Each line of the records containing "Prószkowska" is to be copied out and returned.

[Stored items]
**********
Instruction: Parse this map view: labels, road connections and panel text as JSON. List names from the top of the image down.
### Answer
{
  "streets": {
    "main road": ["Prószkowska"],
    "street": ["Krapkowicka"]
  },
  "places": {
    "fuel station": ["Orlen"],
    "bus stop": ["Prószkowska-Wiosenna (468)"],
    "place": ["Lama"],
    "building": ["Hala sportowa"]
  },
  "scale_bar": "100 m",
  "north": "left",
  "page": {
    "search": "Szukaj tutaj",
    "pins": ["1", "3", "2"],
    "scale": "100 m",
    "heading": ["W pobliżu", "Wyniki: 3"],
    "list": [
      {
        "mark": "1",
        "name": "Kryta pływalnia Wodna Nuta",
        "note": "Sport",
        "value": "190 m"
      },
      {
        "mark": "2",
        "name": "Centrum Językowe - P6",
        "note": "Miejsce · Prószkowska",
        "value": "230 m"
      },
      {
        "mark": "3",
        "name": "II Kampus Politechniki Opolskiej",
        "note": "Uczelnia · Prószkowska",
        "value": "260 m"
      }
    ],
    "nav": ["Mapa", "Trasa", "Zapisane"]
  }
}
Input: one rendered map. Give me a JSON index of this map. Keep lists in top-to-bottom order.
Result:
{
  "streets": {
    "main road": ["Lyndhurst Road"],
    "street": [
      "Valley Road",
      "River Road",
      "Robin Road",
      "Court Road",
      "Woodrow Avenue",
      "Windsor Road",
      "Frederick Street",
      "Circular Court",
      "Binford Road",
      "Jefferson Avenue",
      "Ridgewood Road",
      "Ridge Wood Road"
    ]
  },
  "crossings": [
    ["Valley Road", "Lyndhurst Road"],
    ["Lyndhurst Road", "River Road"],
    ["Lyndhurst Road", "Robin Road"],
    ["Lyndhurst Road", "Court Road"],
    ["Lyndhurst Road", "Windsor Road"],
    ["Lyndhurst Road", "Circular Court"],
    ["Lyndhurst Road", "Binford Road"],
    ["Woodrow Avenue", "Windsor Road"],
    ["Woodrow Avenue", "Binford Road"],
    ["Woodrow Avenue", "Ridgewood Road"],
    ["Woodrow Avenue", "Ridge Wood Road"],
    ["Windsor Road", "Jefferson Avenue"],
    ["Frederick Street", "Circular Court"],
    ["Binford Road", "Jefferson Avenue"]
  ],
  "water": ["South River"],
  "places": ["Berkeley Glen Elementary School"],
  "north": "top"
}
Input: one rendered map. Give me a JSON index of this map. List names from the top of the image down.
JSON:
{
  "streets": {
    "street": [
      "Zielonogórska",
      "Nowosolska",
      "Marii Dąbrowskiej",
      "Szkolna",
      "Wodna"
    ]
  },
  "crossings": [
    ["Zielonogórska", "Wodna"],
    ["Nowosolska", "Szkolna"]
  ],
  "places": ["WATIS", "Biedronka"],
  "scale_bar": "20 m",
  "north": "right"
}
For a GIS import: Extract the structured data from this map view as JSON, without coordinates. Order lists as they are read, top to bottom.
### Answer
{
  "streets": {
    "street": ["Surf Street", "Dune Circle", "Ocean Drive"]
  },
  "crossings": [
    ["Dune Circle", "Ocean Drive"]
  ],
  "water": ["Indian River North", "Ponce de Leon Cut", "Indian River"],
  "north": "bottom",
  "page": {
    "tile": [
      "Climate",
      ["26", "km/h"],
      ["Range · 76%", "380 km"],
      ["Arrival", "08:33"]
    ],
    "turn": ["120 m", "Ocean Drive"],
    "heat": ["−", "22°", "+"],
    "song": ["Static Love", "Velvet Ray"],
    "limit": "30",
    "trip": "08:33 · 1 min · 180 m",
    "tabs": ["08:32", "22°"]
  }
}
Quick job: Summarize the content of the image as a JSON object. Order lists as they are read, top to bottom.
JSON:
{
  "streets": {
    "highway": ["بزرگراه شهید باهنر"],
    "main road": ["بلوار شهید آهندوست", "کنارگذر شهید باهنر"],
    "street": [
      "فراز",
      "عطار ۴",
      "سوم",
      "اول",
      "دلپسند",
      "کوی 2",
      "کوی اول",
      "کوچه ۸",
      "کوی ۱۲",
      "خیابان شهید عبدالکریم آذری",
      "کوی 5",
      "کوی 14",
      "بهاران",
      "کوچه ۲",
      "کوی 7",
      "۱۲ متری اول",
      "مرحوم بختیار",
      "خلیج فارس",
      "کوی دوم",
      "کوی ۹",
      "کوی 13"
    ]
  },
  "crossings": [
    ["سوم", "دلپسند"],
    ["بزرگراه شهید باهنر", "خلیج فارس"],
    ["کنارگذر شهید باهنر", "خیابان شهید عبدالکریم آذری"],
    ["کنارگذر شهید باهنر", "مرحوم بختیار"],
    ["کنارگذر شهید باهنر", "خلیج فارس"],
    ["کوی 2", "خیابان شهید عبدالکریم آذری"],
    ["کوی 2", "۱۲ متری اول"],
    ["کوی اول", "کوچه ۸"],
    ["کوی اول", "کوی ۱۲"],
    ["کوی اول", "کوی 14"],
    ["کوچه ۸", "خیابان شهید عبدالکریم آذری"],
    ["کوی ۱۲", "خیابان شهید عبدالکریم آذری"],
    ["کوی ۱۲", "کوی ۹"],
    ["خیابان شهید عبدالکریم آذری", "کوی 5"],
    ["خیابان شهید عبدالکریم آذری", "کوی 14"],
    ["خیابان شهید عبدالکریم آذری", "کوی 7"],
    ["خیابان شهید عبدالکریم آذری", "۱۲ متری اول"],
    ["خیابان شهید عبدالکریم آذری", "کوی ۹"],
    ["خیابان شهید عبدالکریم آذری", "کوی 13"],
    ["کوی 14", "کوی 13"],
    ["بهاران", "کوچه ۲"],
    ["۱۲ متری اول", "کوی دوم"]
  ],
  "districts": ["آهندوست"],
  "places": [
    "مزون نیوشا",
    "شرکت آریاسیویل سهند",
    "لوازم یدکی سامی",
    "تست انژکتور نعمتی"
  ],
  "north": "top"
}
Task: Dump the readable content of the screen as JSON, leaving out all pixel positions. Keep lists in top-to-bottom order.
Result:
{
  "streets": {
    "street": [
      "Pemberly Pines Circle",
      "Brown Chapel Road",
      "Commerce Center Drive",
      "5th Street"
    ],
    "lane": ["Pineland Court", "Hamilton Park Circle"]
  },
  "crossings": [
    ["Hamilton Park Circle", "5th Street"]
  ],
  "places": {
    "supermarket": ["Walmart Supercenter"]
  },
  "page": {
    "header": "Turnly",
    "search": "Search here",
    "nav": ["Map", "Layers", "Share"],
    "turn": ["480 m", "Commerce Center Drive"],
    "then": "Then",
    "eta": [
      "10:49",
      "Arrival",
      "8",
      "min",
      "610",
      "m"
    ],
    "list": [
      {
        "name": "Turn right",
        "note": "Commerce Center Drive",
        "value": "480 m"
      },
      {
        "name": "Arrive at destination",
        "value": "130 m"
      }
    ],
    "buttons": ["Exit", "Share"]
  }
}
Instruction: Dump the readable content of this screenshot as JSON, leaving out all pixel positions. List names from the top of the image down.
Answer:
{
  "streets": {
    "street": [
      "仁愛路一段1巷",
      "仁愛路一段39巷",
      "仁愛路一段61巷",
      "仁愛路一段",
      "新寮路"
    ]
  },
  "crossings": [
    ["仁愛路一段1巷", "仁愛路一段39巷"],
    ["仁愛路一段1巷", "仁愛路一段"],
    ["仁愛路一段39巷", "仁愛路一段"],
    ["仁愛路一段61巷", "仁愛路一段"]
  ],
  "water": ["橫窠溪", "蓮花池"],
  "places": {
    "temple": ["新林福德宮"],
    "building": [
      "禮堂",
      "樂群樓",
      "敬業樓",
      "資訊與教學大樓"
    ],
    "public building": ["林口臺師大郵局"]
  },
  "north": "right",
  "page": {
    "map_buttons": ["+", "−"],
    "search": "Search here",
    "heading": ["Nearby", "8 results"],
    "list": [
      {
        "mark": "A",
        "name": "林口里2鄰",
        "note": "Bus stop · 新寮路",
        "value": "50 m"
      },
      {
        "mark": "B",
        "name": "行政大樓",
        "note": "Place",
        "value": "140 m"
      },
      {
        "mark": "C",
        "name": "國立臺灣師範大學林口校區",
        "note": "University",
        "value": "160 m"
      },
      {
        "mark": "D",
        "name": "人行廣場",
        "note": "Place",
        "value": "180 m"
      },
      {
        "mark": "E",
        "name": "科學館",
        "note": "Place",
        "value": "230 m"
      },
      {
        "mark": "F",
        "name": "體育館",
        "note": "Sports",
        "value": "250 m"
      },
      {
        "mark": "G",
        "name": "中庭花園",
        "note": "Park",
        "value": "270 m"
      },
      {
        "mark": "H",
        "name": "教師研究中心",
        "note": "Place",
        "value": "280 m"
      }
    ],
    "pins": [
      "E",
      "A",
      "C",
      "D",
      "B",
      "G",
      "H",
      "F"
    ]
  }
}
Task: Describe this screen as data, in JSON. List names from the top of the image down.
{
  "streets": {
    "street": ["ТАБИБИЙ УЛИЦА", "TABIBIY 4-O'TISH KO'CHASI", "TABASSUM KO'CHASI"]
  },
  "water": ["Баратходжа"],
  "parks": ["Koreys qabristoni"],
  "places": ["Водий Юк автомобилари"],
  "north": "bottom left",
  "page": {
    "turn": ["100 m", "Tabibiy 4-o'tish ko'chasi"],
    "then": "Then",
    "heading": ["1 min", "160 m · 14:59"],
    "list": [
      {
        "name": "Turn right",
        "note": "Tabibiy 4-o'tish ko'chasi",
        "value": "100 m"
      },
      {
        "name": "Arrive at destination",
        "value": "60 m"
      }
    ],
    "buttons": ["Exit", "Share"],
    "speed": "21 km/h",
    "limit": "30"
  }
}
**********
REPLY:
    "main road": ["Prószkowska"],
    "bus stop": ["Prószkowska-Wiosenna (468)"],
        "note": "Miejsce · Prószkowska",
        "note": "Uczelnia · Prószkowska",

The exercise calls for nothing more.